Data Science in Python: Classification Modeling

Learn Python for Data Science & Supervised Machine Learning, and build classification models with fun, hands-on projects

Ratings: 4.62 / 5.00




Description

This is a hands-on, project-based course designed to help you master the foundations for classification modeling in Python.


We’ll start by reviewing the data science workflow, discussing the primary goals & types of classification algorithms, and do a deep dive into the classification modeling steps we’ll be using throughout the course.


You’ll learn to perform exploratory data analysis, leverage feature engineering techniques like scaling, dummy variables, and binning, and prepare data for modeling by splitting it into train, test, and validation datasets.


From there, we’ll fit K-Nearest Neighbors & Logistic Regression models, and build an intuition for interpreting their coefficients and evaluating their performance using tools like confusion matrices and metrics like accuracy, precision, and recall. We’ll also cover techniques for modeling imbalanced data, including threshold tuning, sampling methods like oversampling & SMOTE, and adjusting class weights in the model cost function.

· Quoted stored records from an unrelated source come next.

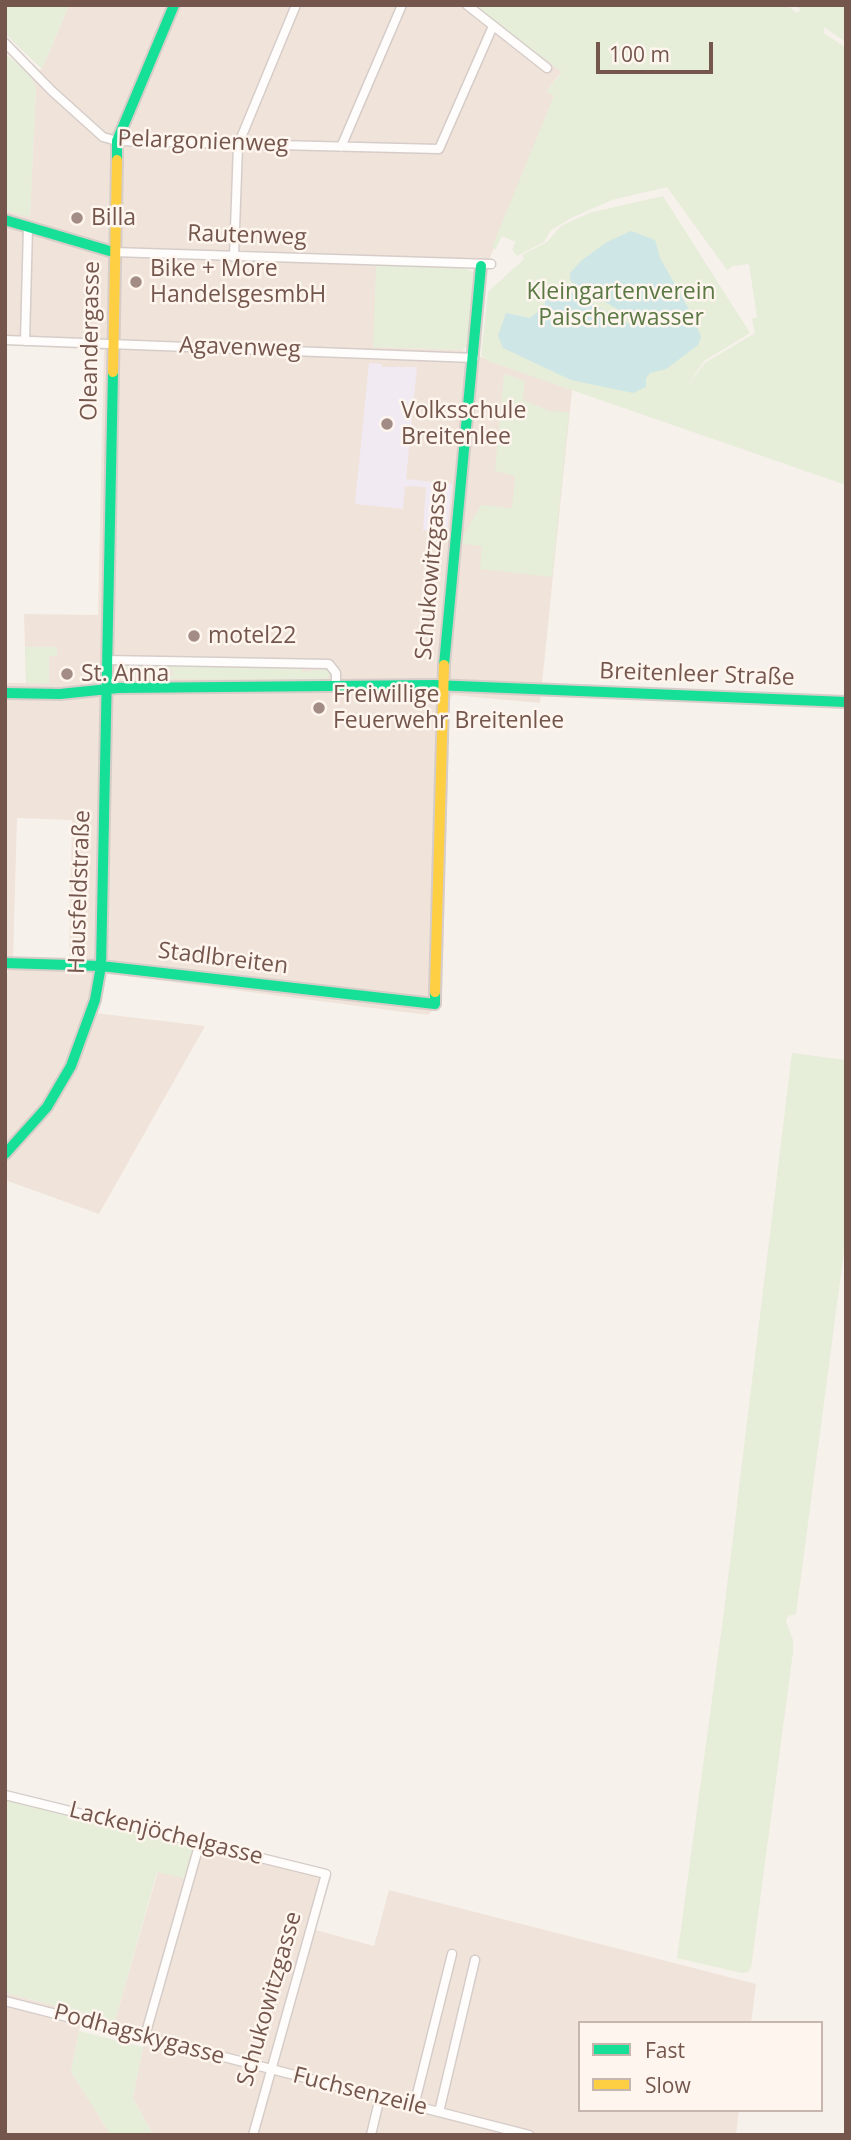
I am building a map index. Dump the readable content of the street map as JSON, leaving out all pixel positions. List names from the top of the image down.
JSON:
{
  "streets": {
    "street": [
      "Pelargonienweg",
      "Rautenweg",
      "Oleandergasse",
      "Agavenweg",
      "Schukowitzgasse",
      "Breitenleer Straße",
      "Hausfeldstraße",
      "Stadlbreiten",
      "Lackenjöchelgasse",
      "Podhagskygasse",
      "Fuchsenzeile"
    ]
  },
  "crossings": [
    ["Pelargonienweg", "Oleandergasse"],
    ["Rautenweg", "Oleandergasse"],
    ["Rautenweg", "Schukowitzgasse"],
    ["Oleandergasse", "Agavenweg"],
    ["Oleandergasse", "Breitenleer Straße"],
    ["Oleandergasse", "Hausfeldstraße"],
    ["Agavenweg", "Schukowitzgasse"],
    ["Schukowitzgasse", "Breitenleer Straße"],
    ["Schukowitzgasse", "Stadlbreiten"],
    ["Schukowitzgasse", "Lackenjöchelgasse"],
    ["Schukowitzgasse", "Podhagskygasse"],
    ["Schukowitzgasse", "Fuchsenzeile"],
    ["Breitenleer Straße", "Hausfeldstraße"],
    ["Hausfeldstraße", "Stadlbreiten"],
    ["Podhagskygasse", "Fuchsenzeile"]
  ],
  "parks": ["Kleingartenverein Paischerwasser"],
  "places": [
    "Billa",
    "Bike + More HandelsgesmbH",
    "Volksschule Breitenlee",
    "motel22",
    "St. Anna",
    "Freiwillige Feuerwehr Breitenlee"
  ],
  "legend": ["Fast", "Slow"],
  "scale_bar": "100 m"
}
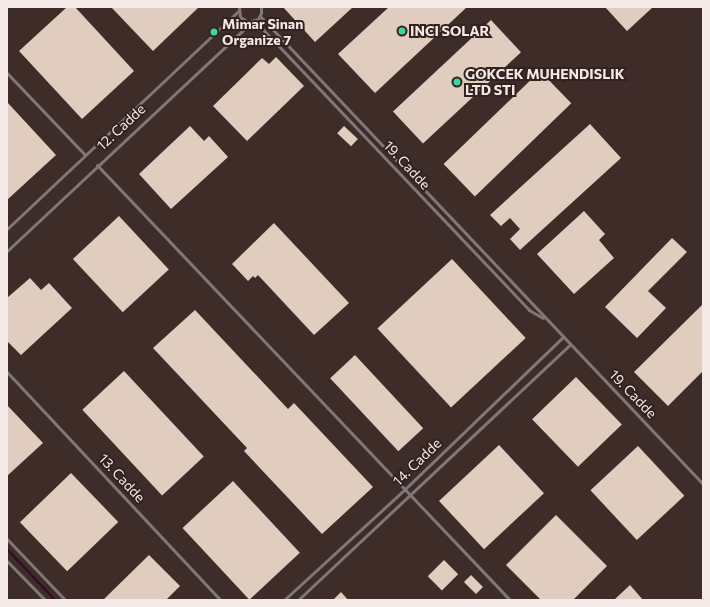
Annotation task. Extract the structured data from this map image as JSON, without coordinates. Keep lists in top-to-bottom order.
{
  "streets": {
    "lane": [
      "12. Cadde",
      "19. Cadde",
      "14. Cadde",
      "13. Cadde"
    ]
  },
  "crossings": [
    ["12. Cadde", "19. Cadde"],
    ["19. Cadde", "14. Cadde"]
  ],
  "places": ["INCI SOLAR", "Mimar Sinan Organize 7", "GOKCEK MUHENDISLIK LTD STI"]
}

Throughout the course, you'll play the role of Data Scientist for the risk management department at Maven National Bank. Using the skills you learn throughout the course, you'll use Python to explore their data and build classification models to accurately determine which customers have high, medium, and low credit risk based on their profiles.

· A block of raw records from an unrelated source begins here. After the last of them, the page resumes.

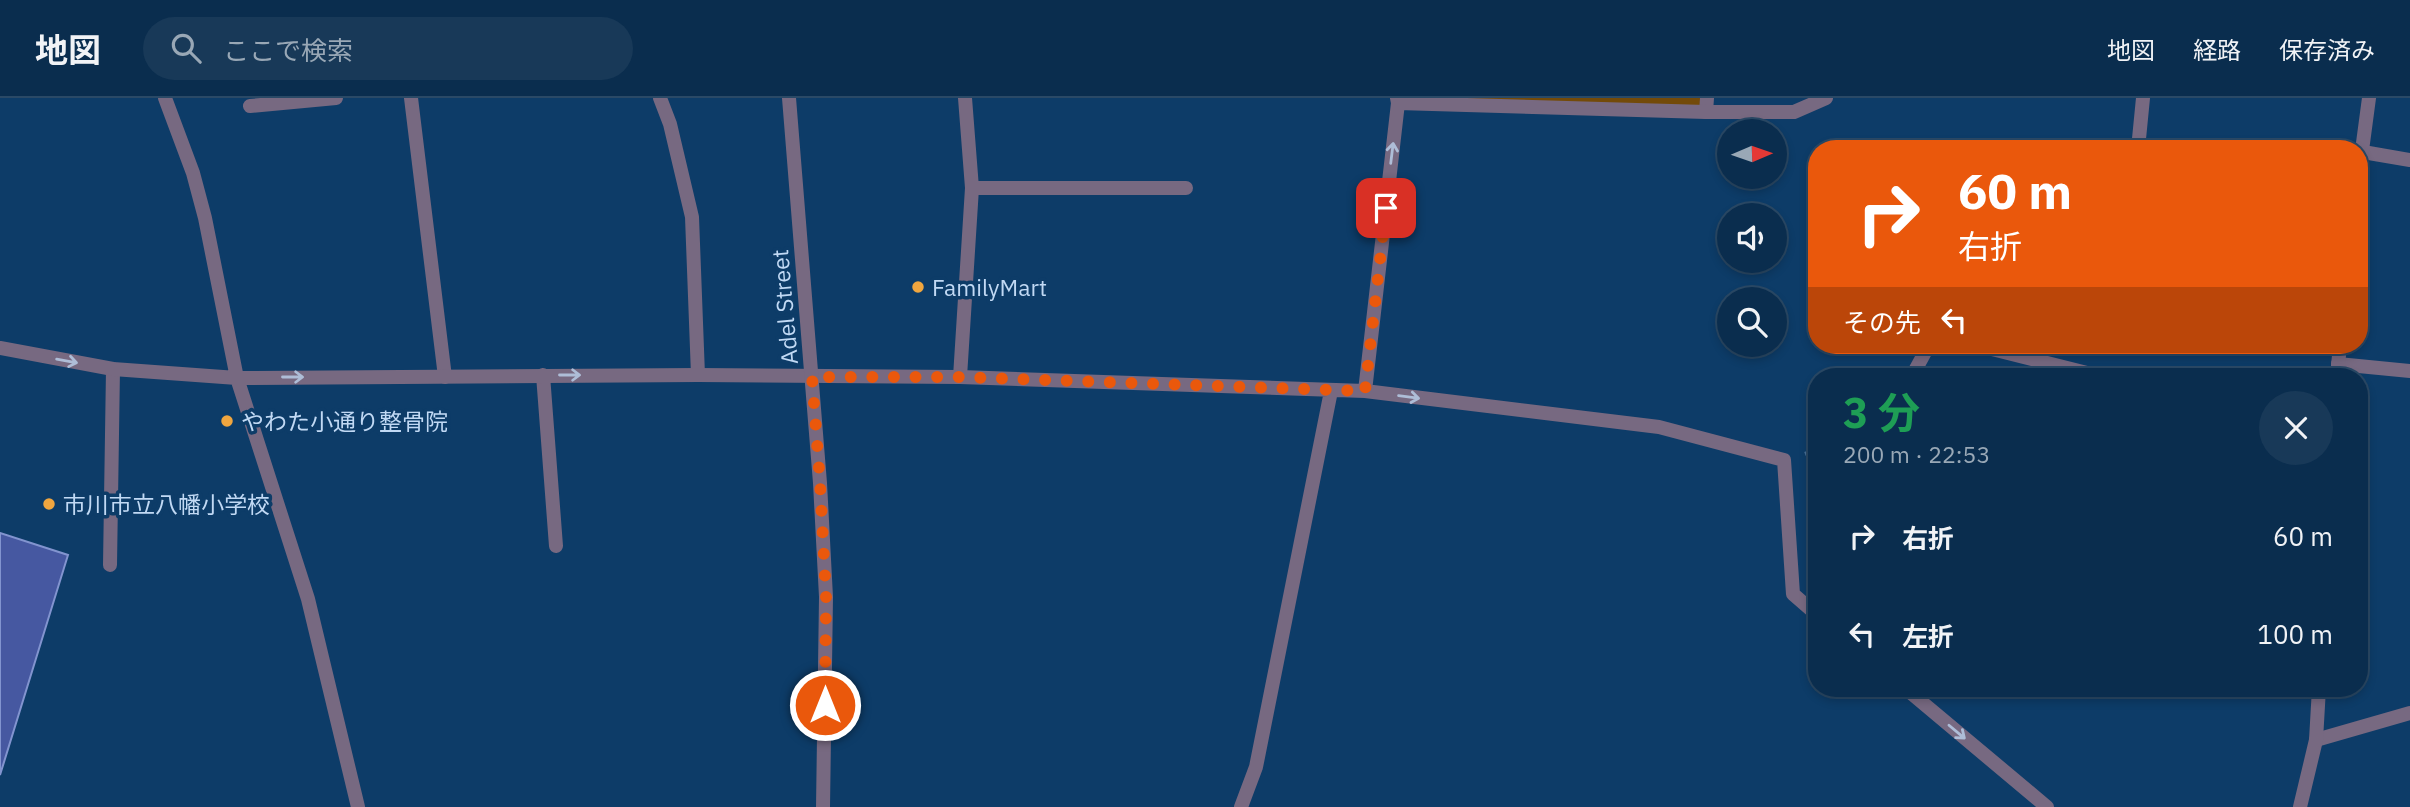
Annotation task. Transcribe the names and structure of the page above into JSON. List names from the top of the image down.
{
  "streets": {
    "street": ["Adel Street"]
  },
  "places": ["FamilyMart", "やわた小通り整骨院", "市川市立八幡小学校"],
  "north": "right",
  "page": {
    "header": "地図",
    "search": "ここで検索",
    "nav": ["地図", "経路", "保存済み"],
    "turn": ["60 m", "右折"],
    "then": "その先",
    "heading": ["3 分", "200 m · 22:53"],
    "list": [
      {
        "name": "右折",
        "value": "60 m"
      },
      {
        "name": "左折",
        "value": "100 m"
      }
    ]
  }
}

Last but not least, you'll learn to build and evaluate decision tree models for classification. You’ll fit, visualize, and fine-tune these models using Python, then apply your knowledge to more advanced ensemble models like random forests and gradient boosted machines.


COURSE OUTLINE:


  • Intro to Data Science

    • Introduce the fields of data science and machine learning, review essential skills, and introduce each phase of the data science workflow


  • Classification 101

    • Review the basics of classification, including key terms, the types and goals of classification modeling, and the modeling workflow


  • Pre-Modeling Data Prep & EDA

    • Recap the data prep & EDA steps required to perform modeling, including key techniques to explore the target, features, and their relationships


  • K-Nearest Neighbors

    • Learn how the k-nearest neighbors (KNN) algorithm classifies data points and practice building KNN models in Python


  • Logistic Regression

    • Introduce logistic regression, learn the math behind the model, and practice fitting them and tuning regularization strength


  • Classification Metrics

    • Learn how and when to use several important metrics for evaluating classification models, such as precision, recall, F1 score, and ROC-AUC


  • Imbalanced Data

    • Understand the challenges of modeling imbalanced data and learn strategies for improving model performance in these scenarios


  • Decision Trees

    • Build and evaluate decision tree models, algorithms that look for the splits in your data that best separate your classes


  • Ensemble Models

    • Get familiar with the basics of ensemble models, then dive into specific models like random forests and gradient boosted machines


__________


Ready to dive in? Join today and get immediate, LIFETIME access to the following:


  • 9.5 hours of high-quality video

  • 18 homework assignments

  • 9 quizzes

  • 2 projects

  • Data Science in Python: Classification ebook (250+ pages)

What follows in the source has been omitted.